16      Par ordonnance du 15 décembre 2015 (Chemtura Netherlands/EFSA, T‑725/15 R), le président du Tribunal, conformément à l’article 157, paragraphe 2, du règlement de procédure du Tribunal, a provisoirement accordé le sursis à exécution de la décision litigieuse et a ordonné le retrait immédiat de la conclusion de l’EFSA du site Internet de cette autorité. Cette dernière a procédé à ce retrait le jour même.

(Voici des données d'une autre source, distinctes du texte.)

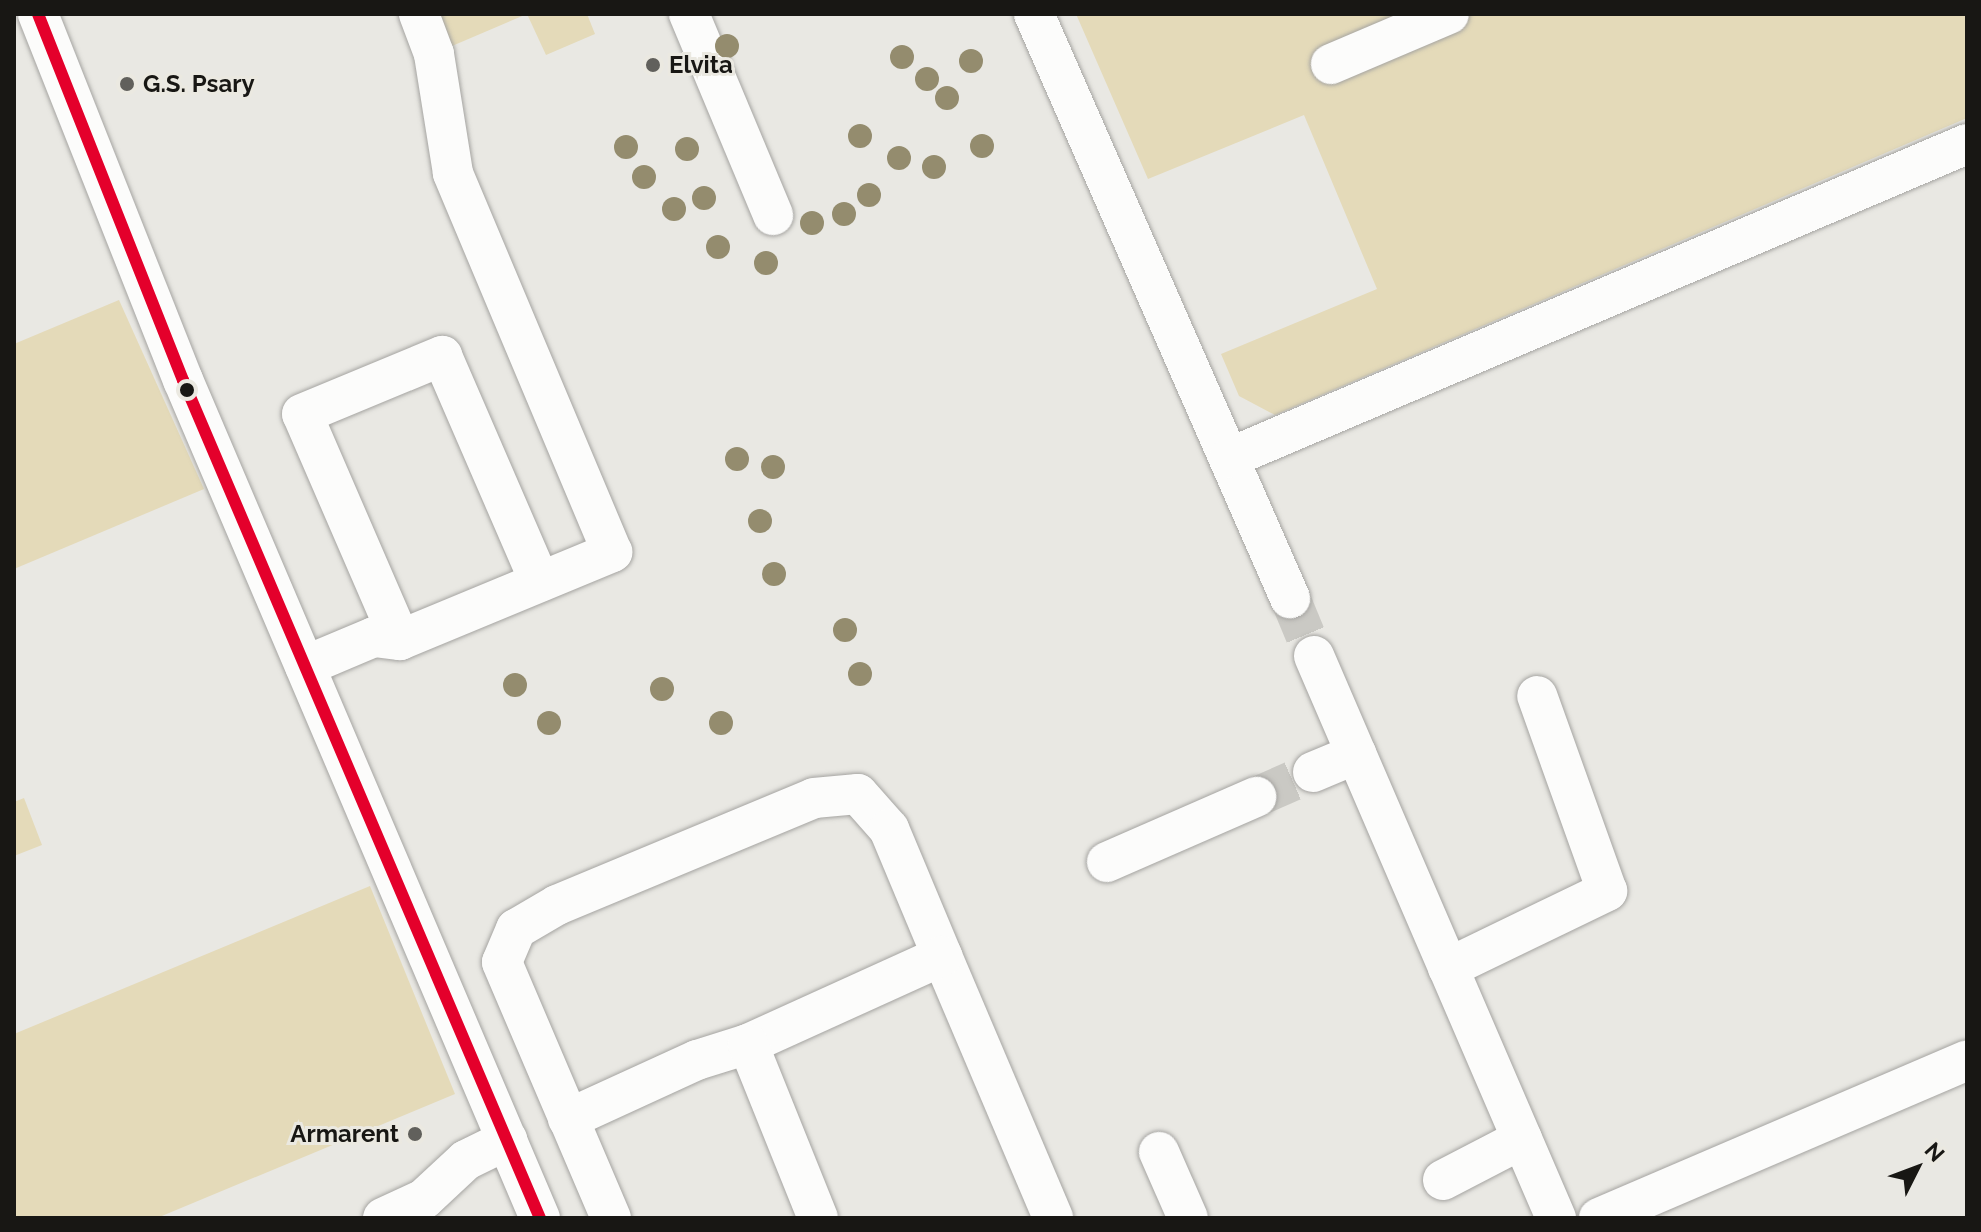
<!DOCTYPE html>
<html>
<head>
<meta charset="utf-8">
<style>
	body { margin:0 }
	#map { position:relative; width:1981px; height:1232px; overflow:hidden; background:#e9e8e3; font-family:Raleway,sans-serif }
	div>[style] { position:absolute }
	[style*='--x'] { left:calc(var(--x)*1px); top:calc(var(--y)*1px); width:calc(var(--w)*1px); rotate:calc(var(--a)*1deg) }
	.green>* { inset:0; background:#e4dab9 }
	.minor-tunnel>* { height:40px; margin-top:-20px; transform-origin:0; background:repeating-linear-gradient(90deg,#cac9c4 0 40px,transparent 0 60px) }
	.roads { filter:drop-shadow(0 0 2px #a5a4a1) drop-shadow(0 0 2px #a5a4a1) }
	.minor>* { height:40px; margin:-20px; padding:0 20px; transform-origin:20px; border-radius:20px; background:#fcfcfb }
	.bus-1>* { height:12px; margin:-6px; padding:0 6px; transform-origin:6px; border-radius:6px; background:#e4002b }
	.trees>* { width:24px; height:24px; margin:-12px; border-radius:50%; background:#948c6e }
	.dots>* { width:22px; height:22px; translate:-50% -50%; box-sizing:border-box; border:4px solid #ebe9e1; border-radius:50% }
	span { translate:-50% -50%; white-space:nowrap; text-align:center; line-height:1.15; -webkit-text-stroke:6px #ebe9e1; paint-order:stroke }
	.poi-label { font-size:24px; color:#181714; font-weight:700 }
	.left { translate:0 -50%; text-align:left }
	.right { translate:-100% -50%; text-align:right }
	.frame { position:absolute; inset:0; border:16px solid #181714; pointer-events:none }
	.north { position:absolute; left:1877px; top:1128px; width:80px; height:80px; -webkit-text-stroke:6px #ebe9e1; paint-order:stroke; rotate:48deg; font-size:22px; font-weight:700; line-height:32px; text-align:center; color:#181714 }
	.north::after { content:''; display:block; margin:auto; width:28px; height:36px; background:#181714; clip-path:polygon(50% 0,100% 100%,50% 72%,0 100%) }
</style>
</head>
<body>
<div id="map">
	<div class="green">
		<i style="clip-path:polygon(433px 14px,527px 14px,445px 49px)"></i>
		<i style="clip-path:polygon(527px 14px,587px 14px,595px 34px,546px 55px)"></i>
		<i style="clip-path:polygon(1076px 14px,1967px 14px,1967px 118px,1275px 415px,1239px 396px,1221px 354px,1377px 289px,1304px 115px,1148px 179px)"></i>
		<i style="clip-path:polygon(119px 300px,204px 489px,14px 569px,14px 344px)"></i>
		<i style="clip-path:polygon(24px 798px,42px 845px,14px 856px,14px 802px)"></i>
		<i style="clip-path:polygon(370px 886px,455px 1094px,157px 1218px,14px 1218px,14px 1034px)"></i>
	</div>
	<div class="minor-tunnel">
		<i style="--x:1290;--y:598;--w:63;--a:67.5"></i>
		<i style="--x:1256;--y:797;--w:62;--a:-23.7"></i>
	</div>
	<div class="roads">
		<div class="minor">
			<i style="--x:38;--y:14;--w:394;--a:68.4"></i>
			<i style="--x:183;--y:380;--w:911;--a:66.93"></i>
			<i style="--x:689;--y:14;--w:218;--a:67.3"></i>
			<i style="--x:1034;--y:14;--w:638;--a:66.33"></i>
			<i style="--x:1331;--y:64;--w:128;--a:-23"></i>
			<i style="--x:1229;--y:458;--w:802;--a:-23.05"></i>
			<i style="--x:400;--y:640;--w:246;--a:-113.4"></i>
			<i style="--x:302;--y:414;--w:152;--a:-22.5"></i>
			<i style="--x:442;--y:356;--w:246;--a:66.6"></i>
			<i style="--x:1314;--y:656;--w:612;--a:66.7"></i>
			<i style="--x:305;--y:666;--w:75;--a:-22.8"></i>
			<i style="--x:374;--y:637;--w:26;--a:7"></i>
			<i style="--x:400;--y:640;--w:230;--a:-22.5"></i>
			<i style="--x:612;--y:552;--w:411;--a:-112.8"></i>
			<i style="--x:453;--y:173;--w:121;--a:-99.1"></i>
			<i style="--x:434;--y:54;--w:43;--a:-110.6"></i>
			<i style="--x:1313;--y:772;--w:47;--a:-22.7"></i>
			<i style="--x:1107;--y:862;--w:163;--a:-23.6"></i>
			<i style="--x:942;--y:956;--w:285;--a:67"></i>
			<i style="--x:1448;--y:968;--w:177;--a:-25.8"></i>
			<i style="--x:1607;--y:891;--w:207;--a:-109.7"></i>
			<i style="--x:568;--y:1119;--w:142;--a:-24.6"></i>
			<i style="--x:697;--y:1060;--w:53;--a:-17.4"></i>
			<i style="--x:1159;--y:1152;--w:72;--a:66.3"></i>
			<i style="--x:1443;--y:1180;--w:89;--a:-27.4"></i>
			<i style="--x:383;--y:1218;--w:45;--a:-24.9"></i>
			<i style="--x:424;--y:1199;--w:57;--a:-42.9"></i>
			<i style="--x:466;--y:1160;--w:46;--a:-26"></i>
			<i style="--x:611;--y:1218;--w:278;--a:-113.1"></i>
			<i style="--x:502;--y:962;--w:36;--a:-67"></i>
			<i style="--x:516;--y:929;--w:48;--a:-30.3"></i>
			<i style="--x:557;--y:905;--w:278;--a:-22.6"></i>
			<i style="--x:814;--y:798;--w:44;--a:-5.2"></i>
			<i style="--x:858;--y:794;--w:47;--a:48.5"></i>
			<i style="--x:889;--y:829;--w:138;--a:67.3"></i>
			<i style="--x:942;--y:956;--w:213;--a:155.6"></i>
			<i style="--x:748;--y:1044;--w:188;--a:68.1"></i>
			<i style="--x:1599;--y:1218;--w:400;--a:-23.2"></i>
		</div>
	</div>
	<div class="bus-1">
		<i style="--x:38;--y:14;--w:394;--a:68.4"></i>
		<i style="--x:183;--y:380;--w:911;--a:66.93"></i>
	</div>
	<div class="trees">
		<i style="left:727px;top:46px"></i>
		<i style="left:902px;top:57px"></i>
		<i style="left:971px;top:61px"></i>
		<i style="left:927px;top:79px"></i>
		<i style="left:947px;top:98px"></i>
		<i style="left:860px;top:136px"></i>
		<i style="left:982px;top:146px"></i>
		<i style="left:626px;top:147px"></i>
		<i style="left:687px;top:149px"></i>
		<i style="left:899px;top:158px"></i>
		<i style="left:934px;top:167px"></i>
		<i style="left:644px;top:177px"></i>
		<i style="left:869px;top:195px"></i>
		<i style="left:704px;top:198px"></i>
		<i style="left:674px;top:209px"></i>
		<i style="left:844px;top:214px"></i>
		<i style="left:812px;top:223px"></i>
		<i style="left:718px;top:247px"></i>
		<i style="left:766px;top:263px"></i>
		<i style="left:737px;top:459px"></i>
		<i style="left:773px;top:467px"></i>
		<i style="left:760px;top:521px"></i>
		<i style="left:774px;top:574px"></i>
		<i style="left:845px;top:630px"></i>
		<i style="left:860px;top:674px"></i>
		<i style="left:515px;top:685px"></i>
		<i style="left:662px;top:689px"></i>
		<i style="left:549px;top:723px"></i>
		<i style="left:721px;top:723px"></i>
	</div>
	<div class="dots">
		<i style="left:653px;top:65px;background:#61605c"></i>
		<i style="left:127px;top:84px;background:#61605c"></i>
		<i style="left:187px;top:390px;background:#181714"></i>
		<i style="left:415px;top:1134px;background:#61605c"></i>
	</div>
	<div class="poi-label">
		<span class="left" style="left:669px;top:65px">Elvita</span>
		<span class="left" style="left:143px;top:84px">G.S. Psary</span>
		<span class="right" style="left:399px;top:1134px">Armarent</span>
	</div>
	<div class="frame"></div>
	<div class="north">N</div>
</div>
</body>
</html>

17      Le 29 février 2016, le président du Tribunal a adopté l’ordonnance attaquée, par laquelle il a décidé que la publication de la conclusion de l’EFSA n’était pas susceptible de causer à Chemtura Netherlands un préjudice grave et irréparable, que ce soit d’ordre moral ou financier, et qu’il n’était donc pas urgent d’octroyer les mesures provisoires demandées. Sur ce fondement, il a rejeté la demande de Chemtura Netherlands, sans examiner les conditions relatives au fumus boni juris et à la mise en balance des intérêts.

 La procédure devant la Cour et les conclusions des parties

18      Par son pourvoi, Chemtura Netherlands demande, en substance, à la Cour :

–        d’annuler l’ordonnance attaquée ;

–        de rétablir l’ordonnance du président du Tribunal du 15 décembre 2015 (Chemtura Netherlands/EFSA, T‑725/15 R) en ce que celle-ci enjoint l’EFSA de suspendre l’exécution de la décision litigieuse et de retirer la conclusion de l’EFSA de son site Internet ;

–        de condamner l’EFSA au paiement d’une astreinte journalière en vue de garantir l’exécution de cette obligation de retrait ;

–        dans le cas où son pourvoi serait accueilli, de statuer définitivement sur sa demande en référé, d’une part, en suspendant la décision litigieuse jusqu’à ce qu’il soit statué sur le fond du litige et, d’autre part, en prononçant les mesures provisoires nécessaires, et

–        de condamner l’EFSA à la totalité des dépens, y compris ceux afférant à la procédure devant le Tribunal.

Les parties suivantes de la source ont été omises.